Há poucas coisas, em termos de televisão generalista portuguesa, que tenham sido bem feitas na última década. Isto se compararmos com o total. Recentemente, a SIC apostou nos "Perdidos e Achados" e o resultado é, digo eu, brilhante. Uma das sempre-eternas críticas feitas ao ao Jornalismo, enquanto actividade, é a falta de distanciamento. Tudo é sobre a hora, e todas as visões são a quente. Impera o relógio e notícias de ontem são velhas. No movimento contrário, a SIC recupera peças com anos e vai à procura dos protagonistas, trazendo de novo as imagens e cruzando-as com novas faces. Daqui resulta muita coisa. Primeiro, a distância permite a reflexão sobre os factos, e mesmo sobre a forma de fazer televisão. Segundo, os próprios agentes da informação, entrevistados e entrevistadores, olham para trás. A pergunta não é "o que sente neste momento" (idiotice nunca contrariada), mas "como vê o que se passou então". O esforço de flashback é recompensado com uma versão, dir-se-á, mais objectiva da realidade. Terceiro, o interesse das peças reside no follow-up que é feito. É uma estratégia comum no campo da História: analisar o percurso dos agentes da mesma, e reflectir sobre factos com a ponderação que os factos que vieram a seguir concedem. "Perdidos e Achados" tem ainda a felicidade de não ceder à veia voyeurista, tentadora, mas criar um equilíbrio entre as imagens de então, as vozes e os campos contraditórios. O resultado é uma visão ampla sobre a história recente.
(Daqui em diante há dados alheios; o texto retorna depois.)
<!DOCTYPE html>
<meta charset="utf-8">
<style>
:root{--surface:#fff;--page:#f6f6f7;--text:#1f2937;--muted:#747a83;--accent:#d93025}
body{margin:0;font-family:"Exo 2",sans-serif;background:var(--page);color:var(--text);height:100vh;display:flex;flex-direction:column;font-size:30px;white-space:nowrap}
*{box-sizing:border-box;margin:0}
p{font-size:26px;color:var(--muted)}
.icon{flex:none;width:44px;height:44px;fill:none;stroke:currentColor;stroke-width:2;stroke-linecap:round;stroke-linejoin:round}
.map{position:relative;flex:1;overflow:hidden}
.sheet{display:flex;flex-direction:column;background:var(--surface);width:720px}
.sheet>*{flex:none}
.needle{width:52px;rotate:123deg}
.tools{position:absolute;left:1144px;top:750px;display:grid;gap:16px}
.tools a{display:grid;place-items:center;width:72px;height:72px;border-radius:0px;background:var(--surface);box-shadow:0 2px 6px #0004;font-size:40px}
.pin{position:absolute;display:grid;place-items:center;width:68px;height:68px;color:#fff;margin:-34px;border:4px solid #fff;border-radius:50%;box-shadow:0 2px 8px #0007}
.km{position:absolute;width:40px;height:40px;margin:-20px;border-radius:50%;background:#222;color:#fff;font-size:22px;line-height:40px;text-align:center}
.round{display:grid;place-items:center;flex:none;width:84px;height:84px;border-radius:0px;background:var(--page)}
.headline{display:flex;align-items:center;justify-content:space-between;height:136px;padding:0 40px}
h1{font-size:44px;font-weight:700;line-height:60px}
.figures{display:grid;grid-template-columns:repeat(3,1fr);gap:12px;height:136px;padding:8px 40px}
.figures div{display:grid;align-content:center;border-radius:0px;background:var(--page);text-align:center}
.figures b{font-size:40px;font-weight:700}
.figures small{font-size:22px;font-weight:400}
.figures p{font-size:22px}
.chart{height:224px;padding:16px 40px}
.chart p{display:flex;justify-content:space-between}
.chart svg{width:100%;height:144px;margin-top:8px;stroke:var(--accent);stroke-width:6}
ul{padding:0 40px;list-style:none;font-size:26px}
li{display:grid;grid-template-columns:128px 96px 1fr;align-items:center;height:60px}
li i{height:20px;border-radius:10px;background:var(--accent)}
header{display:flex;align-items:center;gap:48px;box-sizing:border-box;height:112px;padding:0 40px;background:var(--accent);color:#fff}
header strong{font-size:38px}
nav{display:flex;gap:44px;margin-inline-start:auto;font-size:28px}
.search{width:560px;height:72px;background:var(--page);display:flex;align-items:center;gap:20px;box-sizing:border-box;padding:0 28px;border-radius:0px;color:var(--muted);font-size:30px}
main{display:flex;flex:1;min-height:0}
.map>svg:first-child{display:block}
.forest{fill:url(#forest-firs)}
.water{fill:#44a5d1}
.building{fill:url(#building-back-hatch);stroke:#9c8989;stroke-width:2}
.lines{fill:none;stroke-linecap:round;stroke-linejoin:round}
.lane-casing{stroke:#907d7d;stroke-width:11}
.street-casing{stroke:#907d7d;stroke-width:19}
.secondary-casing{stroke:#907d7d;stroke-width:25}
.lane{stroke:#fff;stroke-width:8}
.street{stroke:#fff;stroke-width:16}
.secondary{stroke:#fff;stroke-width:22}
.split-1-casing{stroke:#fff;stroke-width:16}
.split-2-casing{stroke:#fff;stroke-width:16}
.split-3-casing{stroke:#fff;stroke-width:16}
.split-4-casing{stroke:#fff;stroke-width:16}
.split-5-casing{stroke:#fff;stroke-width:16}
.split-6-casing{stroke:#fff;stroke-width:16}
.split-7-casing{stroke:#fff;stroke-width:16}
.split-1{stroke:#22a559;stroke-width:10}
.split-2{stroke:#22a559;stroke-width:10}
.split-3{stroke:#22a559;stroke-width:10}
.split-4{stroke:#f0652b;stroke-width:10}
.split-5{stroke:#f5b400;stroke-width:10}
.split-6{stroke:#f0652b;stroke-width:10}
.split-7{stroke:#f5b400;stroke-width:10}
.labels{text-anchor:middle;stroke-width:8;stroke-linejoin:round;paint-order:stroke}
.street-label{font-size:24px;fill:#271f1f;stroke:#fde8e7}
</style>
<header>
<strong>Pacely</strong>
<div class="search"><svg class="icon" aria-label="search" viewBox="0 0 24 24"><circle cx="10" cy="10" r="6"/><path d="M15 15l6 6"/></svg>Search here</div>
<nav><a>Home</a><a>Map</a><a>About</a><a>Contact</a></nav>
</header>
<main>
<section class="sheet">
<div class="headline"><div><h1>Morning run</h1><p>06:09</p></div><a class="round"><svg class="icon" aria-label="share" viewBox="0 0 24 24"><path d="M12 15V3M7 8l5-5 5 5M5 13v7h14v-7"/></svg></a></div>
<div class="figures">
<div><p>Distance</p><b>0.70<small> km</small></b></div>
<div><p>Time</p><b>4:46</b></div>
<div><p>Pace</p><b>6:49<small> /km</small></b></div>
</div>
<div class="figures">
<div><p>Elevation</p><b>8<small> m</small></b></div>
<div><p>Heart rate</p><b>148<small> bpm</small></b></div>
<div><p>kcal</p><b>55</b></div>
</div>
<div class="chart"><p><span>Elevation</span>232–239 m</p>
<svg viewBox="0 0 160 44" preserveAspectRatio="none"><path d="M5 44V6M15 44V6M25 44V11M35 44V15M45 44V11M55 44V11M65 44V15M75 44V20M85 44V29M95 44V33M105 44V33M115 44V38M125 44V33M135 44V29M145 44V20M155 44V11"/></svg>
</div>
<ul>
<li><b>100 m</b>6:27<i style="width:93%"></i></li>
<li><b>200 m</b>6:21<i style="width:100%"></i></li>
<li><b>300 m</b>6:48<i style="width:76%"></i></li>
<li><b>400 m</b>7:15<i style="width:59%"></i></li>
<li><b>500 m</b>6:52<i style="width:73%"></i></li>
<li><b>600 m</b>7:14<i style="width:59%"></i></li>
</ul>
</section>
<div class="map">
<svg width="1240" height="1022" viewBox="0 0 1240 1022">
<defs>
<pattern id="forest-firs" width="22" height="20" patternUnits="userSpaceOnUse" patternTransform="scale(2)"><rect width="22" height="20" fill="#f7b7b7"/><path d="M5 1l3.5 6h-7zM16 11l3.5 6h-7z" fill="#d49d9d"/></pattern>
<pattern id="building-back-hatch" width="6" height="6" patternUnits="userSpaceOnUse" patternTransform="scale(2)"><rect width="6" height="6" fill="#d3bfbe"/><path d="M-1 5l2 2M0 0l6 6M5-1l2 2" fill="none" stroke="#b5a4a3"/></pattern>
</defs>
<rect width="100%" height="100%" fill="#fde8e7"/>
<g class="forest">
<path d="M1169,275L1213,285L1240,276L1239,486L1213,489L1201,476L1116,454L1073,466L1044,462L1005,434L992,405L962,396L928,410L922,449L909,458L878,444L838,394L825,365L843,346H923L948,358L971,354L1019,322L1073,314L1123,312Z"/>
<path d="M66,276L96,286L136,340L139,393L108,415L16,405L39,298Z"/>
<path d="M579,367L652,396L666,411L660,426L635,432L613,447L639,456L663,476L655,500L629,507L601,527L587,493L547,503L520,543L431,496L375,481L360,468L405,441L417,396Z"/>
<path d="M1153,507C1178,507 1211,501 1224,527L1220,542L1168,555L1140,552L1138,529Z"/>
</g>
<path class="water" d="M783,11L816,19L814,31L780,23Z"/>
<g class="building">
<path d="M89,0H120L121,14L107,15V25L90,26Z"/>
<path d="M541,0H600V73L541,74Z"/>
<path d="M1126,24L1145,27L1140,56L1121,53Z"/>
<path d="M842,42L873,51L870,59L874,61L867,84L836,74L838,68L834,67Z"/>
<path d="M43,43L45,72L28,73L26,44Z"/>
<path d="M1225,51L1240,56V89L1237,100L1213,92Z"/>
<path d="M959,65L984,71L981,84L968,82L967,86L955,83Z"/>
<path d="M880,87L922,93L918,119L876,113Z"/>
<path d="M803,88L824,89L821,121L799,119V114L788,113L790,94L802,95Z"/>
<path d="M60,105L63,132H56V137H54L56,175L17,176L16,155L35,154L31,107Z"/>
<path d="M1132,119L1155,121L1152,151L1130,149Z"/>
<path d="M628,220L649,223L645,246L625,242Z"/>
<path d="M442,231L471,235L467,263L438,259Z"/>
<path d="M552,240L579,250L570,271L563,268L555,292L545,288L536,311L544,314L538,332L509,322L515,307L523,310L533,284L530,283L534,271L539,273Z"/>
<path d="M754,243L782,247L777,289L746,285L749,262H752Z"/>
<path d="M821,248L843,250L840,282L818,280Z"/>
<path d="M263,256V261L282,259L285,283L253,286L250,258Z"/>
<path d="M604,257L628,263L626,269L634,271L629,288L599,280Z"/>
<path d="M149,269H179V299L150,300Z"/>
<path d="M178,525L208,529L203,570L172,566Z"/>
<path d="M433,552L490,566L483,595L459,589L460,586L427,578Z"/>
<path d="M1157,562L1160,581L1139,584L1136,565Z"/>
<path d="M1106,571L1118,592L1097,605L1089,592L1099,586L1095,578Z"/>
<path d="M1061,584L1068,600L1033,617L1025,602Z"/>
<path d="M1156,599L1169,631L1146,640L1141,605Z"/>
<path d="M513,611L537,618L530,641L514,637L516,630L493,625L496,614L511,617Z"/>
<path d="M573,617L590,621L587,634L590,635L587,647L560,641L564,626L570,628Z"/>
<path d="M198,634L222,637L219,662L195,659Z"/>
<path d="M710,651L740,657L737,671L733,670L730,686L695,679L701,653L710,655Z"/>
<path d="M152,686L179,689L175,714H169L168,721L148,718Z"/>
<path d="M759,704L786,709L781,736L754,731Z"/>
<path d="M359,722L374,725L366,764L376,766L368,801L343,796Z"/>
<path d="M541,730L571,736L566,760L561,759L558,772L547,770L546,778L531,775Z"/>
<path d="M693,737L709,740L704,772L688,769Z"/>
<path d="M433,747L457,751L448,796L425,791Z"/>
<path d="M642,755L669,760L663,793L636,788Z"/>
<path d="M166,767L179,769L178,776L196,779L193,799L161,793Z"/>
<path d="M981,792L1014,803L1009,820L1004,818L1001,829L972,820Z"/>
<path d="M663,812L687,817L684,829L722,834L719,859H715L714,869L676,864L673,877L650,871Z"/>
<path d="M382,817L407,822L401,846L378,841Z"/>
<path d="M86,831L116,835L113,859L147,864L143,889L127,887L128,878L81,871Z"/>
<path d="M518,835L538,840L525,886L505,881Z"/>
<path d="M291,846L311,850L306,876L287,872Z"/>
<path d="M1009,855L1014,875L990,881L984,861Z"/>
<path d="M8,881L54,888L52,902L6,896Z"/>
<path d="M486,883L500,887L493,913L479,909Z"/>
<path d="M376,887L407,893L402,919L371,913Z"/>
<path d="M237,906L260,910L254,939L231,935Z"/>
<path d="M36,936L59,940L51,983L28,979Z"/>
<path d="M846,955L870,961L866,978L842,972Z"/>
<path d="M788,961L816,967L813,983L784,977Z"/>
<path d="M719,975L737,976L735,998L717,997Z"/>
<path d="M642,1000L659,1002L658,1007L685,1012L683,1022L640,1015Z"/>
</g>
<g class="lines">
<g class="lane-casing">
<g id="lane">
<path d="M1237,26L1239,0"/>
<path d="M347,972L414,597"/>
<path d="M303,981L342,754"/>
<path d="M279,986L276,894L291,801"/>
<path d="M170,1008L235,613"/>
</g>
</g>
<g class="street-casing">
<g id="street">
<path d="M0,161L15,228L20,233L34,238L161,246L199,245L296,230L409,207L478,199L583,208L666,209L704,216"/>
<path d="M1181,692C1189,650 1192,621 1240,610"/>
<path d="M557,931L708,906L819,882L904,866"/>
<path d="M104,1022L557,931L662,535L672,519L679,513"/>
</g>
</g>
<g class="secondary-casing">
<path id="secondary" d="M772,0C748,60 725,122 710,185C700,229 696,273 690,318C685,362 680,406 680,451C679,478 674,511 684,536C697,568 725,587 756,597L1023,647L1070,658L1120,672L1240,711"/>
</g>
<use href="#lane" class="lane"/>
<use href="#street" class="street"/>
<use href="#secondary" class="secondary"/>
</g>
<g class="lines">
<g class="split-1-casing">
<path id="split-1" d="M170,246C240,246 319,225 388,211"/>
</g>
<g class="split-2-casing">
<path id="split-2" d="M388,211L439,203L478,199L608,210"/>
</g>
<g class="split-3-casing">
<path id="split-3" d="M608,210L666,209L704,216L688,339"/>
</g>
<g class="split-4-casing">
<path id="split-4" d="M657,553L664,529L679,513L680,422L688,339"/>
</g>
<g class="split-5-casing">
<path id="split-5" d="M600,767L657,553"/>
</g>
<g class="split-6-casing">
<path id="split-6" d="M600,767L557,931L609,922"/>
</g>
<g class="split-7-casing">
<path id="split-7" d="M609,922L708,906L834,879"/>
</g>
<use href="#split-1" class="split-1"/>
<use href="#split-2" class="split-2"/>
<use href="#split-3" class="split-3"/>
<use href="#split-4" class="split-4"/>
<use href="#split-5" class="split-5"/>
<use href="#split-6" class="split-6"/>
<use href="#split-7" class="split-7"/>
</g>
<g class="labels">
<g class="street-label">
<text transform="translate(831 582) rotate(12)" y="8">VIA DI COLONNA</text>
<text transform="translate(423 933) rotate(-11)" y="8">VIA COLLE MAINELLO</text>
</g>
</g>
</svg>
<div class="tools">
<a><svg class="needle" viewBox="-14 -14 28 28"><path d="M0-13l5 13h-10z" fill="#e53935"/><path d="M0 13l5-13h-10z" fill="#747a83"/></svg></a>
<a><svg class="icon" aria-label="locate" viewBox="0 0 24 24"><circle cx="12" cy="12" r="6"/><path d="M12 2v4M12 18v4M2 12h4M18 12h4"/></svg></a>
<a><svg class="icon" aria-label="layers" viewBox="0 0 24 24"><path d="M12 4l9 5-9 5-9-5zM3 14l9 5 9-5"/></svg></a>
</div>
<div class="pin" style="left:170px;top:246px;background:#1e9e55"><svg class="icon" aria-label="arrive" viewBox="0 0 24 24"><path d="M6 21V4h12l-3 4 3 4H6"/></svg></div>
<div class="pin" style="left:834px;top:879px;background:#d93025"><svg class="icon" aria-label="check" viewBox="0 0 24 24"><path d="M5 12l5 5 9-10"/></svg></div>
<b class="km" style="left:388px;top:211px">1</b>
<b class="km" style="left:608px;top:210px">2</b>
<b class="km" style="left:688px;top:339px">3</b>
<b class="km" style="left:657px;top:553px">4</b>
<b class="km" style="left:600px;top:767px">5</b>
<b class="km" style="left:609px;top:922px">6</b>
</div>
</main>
Adicionalmente, o projecto permite combater a Alzheimer que se instala na sociedade portuguesa como um parasita. Hoje mostrou-se a violência absurda da PSP na Marinha Grande, quando da queda da Manuel Pereira Roldão e da industria vidreira tradicional. Sim, foi em 1994, e era Cavaco Silva primeiro-ministro de Portugal. Para recordar.

Cientologia

A SIC acaba agora mesmo de emitir uma peça, ainda longa, sobre Cientologia. Na mesma surgiam os seguidores portugueses, bem como alguma informação sobre as estrelas de Hollywood dedicadas à, dita, religião. Exemplo: Tom Cruise. Ora vejamos:

1) - A Cientologia indica que, em caso de casamento, o homem deve dar à mulher "uma panela, um pente e um gato". A panela eu trouxe de casa da minha mãe, o pente comprei o mês passado, o gato veio há dois meses;

2) - A Cientologia indica que, em caso de casamento, a mulher deve ouvir que "os homens jovens são livres e podem esquecer as suas promessas". Lembro-me de prometer que ia sempre passar a ferro, mas estão ali cinco camisas que não têm bem a minha cara;

Assim sendo, acabo de descobrir que sou cientologista. Logo eu, que nem acredito no casamento. Parece que não existe a noção de pecado na seita, mas ter as condições todas de casamento e viver em pecado não deve ser muito bom. Mas pelo menos, para já, o gato não se queixa.

Provérbios bizarros II

A cadela, com pressa, pariu os cachorros cegos.